A 64-year-old man presents to the emergency department with abdominal pain and distention, as well as constipation of 8 days’ duration. He denies vomiting, fever, diarrhea, or dysuria. Except for hypertension, he is otherwise healthy with no prior surgeries.
His vital signs are normal except for a borderline pulse of 99 bpm. His physical examination is unremarkable except for his abdomen, which is large, rotund, and tympanitic. There is diffuse tenderness everywhere in the abdomen.
A 64-year-old man’s presentation to the emergency department with abdominal pain, distention, and constipation prompts a thorough assessment to determine the underlying cause. This essay outlines the essential history to obtain, the potential differential diagnoses to consider, and the specific diagnostic tests to order for a comprehensive evaluation.
To gain a comprehensive understanding of the patient’s condition, it is crucial to obtain a detailed history, including:
Onset and Duration: Inquire about when the symptoms started and how long they have persisted. This information helps establish the timeline of the condition.

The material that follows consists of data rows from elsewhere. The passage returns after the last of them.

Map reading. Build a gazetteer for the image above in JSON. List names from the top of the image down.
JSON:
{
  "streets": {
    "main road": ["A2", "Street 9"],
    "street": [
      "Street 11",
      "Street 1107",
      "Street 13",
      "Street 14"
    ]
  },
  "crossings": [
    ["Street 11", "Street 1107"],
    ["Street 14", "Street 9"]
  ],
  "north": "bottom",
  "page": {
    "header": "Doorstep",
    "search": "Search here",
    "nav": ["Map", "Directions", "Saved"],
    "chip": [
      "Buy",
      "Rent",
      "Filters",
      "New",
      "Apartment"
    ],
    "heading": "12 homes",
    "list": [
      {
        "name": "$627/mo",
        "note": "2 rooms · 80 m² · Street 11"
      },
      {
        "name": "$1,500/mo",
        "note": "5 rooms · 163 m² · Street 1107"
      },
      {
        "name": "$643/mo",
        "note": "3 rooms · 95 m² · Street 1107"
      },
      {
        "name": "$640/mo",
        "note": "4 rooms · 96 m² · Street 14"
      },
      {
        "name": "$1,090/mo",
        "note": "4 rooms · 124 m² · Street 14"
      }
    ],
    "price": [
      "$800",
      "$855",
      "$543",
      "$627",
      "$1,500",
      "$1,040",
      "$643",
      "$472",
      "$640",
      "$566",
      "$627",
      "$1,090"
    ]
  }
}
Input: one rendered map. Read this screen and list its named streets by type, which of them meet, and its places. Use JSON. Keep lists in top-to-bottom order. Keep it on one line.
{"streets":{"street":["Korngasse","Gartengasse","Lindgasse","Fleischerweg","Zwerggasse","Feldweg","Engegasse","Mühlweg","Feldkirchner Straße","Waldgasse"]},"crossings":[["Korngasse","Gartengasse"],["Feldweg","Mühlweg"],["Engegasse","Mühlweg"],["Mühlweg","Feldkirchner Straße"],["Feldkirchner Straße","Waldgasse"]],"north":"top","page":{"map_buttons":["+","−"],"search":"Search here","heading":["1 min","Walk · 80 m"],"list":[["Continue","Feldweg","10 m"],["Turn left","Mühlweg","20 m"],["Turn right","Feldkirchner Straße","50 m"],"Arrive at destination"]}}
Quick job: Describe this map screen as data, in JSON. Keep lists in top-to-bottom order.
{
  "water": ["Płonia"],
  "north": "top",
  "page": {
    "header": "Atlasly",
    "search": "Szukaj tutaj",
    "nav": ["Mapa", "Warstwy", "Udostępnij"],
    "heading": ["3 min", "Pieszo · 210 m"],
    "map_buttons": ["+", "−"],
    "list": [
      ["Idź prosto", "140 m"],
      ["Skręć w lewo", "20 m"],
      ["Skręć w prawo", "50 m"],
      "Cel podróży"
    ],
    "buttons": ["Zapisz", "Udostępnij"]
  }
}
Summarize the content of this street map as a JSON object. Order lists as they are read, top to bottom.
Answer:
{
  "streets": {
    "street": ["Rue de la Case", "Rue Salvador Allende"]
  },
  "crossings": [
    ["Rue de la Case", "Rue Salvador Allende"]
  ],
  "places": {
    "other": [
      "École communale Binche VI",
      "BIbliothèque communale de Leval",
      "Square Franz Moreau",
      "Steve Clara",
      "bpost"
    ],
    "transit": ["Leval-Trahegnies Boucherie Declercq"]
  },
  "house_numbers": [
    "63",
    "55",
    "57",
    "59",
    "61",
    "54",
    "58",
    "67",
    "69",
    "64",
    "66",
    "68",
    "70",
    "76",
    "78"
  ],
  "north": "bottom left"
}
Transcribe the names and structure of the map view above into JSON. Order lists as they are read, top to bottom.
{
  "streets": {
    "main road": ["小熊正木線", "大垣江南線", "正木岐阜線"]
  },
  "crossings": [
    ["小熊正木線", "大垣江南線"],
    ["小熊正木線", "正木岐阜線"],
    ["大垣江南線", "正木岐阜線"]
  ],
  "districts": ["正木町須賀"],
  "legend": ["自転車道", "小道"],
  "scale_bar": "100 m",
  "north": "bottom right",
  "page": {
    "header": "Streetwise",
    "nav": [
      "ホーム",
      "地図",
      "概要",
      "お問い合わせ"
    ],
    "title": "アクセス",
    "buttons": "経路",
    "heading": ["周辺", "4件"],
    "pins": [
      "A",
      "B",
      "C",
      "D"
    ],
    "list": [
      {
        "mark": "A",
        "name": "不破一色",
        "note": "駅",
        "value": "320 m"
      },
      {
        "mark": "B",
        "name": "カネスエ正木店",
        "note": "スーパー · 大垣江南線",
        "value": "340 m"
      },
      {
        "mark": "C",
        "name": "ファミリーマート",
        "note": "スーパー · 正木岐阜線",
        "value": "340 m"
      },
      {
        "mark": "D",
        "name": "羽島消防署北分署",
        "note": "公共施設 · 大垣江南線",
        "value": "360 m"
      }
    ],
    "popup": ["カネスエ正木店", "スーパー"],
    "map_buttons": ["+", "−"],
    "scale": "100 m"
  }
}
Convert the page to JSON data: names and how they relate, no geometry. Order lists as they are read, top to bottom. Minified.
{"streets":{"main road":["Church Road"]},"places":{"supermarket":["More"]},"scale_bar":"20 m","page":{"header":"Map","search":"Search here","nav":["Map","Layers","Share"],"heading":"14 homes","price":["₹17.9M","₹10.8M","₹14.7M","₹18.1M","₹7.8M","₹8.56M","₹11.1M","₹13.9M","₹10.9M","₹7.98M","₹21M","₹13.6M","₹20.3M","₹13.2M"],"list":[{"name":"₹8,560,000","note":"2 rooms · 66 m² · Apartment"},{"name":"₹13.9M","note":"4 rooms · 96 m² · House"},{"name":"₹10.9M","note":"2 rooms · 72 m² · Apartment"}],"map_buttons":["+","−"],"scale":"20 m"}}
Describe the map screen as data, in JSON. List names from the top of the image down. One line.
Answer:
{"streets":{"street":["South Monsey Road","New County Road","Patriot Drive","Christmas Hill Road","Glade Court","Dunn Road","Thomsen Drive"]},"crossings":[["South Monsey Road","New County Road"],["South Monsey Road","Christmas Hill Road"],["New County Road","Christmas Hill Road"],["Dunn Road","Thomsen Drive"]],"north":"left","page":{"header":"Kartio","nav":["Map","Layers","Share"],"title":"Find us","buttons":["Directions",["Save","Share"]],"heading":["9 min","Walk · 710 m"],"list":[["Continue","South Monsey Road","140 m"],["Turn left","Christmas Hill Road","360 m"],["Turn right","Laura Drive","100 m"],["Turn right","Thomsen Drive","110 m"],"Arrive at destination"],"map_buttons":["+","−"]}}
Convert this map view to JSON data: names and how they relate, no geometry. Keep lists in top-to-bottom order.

Character of Pain: Ascertain the nature of the abdominal pain – its location, intensity, quality (sharp, dull, cramping), and whether it radiates to other areas.
Bowel Habits: Determine the patient’s usual bowel habits, recent changes, and any associated symptoms such as nausea, vomiting, or bloating.
Medical History: Explore the patient’s medical history, focusing on conditions like hypertension and any previous surgeries that could be relevant.
Diet and Lifestyle: Inquire about dietary habits, fluid intake, and physical activity. Discuss any recent changes in diet or routine.
Medications:List all current medications, including over-the-counter drugs, as some may contribute to gastrointestinal symptoms.
Social History: Understand the patient’s social habits, including alcohol consumption and tobacco use, which may influence the presentation.
Several potential differential diagnoses should be considered based on the patient’s symptoms, which include abdominal pain, distention, and constipation. These may include:
Obstruction: Mechanical bowel obstruction due to adhesions, hernias, tumors, or volvulus could cause symptoms.
Ileus: Non-mechanical bowel obstruction, often due to decreased bowel motility.
Gastrointestinal Perforation: In cases of perforation, abdominal pain and tenderness could be present.
Chronic Constipation: Long-standing constipation could lead to abdominal distention and discomfort.
Diverticulitis: Inflammation of diverticula may cause abdominal pain and changes in bowel habits
Based on the patient’s presentation and potential differential diagnoses, several diagnostic tests could be ordered:
Abdominal X-ray: To assess for bowel distention, air-fluid levels, and signs of obstruction.
Complete Blood Count (CBC): To evaluate for signs of infection or inflammation.
Electrolyte and Renal Function Tests: To assess for any metabolic imbalances.
Abdominal CT Scan: A CT scan can provide detailed images of the abdomen, aiding in identifying potential causes.
Colonoscopy: If indicated, a colonoscopy can visualize the colon and assess for any structural abnormalities or inflammation.
In cases of abdominal pain, distention, and constipation, a thorough history, consideration of potential differential diagnoses, and appropriate diagnostic tests are paramount. By systematically assessing the patient’s condition and utilizing evidence-based diagnostic approaches, healthcare professionals can accurately identify the underlying cause, enabling prompt and effective management.